Cognitive dissonance is a psychological term for dissonance relation, describing the state of having inconsistent knowledge, thoughts, beliefs, or attitudes, two conflicting thoughts at the same time, the perception of incompatibility between two cognitions, a motivating state of tension that tends to generate three kinds of dissonance-reducing behaviour: changing one of the cognitions, decreasing the perceived importance of dissonant cognitions, and/or adding further, justifying cognitions (118).
Cognitive dissonance was originally developed as a theory of attitude change, but it is now considered to be a self theory by most social psychologists.

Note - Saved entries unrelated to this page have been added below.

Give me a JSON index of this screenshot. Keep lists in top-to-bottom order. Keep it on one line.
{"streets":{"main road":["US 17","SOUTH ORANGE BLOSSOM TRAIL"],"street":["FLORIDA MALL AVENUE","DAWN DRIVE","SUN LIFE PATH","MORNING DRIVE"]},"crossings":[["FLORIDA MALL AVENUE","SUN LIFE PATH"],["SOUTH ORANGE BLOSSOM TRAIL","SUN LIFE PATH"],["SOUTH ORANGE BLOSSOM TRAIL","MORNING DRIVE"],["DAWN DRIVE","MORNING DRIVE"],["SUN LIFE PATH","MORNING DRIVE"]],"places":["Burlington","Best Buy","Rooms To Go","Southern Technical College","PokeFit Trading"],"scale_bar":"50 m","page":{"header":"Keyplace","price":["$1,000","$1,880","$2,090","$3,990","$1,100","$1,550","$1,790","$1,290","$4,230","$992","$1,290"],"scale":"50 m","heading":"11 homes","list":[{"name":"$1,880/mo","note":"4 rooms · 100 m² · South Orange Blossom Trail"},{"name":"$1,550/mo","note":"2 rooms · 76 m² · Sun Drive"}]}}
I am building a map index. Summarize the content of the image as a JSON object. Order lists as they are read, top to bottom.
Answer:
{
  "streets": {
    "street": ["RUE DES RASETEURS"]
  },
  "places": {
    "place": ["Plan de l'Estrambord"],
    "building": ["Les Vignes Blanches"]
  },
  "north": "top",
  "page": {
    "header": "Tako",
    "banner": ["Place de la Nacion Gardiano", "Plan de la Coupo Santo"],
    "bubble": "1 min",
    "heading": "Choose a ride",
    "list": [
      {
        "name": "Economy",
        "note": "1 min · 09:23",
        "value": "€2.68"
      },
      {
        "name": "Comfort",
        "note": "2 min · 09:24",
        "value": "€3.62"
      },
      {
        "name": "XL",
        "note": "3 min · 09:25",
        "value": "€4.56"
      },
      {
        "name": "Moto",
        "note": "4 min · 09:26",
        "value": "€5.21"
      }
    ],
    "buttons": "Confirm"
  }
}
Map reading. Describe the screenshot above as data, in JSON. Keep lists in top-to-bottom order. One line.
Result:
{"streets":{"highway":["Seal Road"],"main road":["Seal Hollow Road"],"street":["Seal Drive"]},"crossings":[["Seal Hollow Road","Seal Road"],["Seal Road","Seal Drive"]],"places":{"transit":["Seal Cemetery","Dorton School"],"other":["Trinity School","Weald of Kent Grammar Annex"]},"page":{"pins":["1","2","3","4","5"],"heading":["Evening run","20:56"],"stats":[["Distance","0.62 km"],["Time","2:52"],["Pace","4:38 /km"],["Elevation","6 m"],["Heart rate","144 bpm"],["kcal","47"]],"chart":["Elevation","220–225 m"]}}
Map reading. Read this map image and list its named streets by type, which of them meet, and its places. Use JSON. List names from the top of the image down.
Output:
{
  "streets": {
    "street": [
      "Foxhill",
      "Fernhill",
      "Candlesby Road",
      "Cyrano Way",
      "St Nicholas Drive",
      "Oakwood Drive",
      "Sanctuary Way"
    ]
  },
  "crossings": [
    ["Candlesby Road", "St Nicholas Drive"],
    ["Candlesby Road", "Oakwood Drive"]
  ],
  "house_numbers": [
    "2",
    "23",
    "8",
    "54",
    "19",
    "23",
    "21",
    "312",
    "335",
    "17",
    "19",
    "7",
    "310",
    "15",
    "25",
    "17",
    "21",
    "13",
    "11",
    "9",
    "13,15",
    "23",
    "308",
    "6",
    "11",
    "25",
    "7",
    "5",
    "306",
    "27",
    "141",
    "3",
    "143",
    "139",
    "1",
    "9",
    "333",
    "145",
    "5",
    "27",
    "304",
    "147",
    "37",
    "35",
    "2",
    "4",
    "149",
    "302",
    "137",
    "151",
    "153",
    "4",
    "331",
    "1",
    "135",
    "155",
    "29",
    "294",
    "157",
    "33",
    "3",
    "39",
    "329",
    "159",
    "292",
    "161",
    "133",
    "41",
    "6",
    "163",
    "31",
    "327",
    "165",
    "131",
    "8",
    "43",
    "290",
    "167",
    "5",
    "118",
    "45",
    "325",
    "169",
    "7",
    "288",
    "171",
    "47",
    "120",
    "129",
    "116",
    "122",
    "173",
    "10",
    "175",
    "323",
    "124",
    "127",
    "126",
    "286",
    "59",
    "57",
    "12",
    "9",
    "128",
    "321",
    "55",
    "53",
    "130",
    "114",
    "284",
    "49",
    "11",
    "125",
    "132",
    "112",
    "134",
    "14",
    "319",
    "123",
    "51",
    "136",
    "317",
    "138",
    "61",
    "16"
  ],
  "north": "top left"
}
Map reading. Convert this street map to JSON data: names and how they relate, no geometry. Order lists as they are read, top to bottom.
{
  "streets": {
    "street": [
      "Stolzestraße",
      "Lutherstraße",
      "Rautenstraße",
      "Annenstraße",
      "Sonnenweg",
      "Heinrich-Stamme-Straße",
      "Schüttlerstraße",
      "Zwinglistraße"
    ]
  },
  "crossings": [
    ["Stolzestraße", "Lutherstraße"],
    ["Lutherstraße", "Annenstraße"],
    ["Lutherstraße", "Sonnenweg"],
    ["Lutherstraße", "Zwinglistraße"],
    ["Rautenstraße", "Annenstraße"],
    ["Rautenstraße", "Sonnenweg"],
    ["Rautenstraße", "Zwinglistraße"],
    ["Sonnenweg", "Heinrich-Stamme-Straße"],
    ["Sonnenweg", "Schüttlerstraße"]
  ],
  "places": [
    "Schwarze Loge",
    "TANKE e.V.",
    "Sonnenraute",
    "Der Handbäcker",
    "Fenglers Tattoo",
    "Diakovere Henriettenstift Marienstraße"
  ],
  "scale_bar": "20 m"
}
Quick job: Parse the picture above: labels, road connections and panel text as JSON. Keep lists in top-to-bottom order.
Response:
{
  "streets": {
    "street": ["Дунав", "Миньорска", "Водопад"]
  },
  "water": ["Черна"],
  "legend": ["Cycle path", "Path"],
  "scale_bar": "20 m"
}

The dissonance theory generates counter-intuitive predictions relating to the effect of free choices, resisting temptations, and telling lies.
The theory of cognitive dissonance states also that contradicting cognitions serve as a driving force that compels the mind to acquire or invent new thoughts or beliefs, or to modify existing beliefs, so as to reduce the amount of dissonance (conflict) between cognitions.
Cognitive dissonance is strongest when incongruity has been noticed between one's self-concept and one's behaviour, e.g. doing something that makes one ashamed. This can result in self-justification as the individual attempts to deal with the threat (193).
Cognitive dissonance typically leads to a change in attitude, a change in behaviour, a self-affirmation, or a rationalization of the behaviour (193).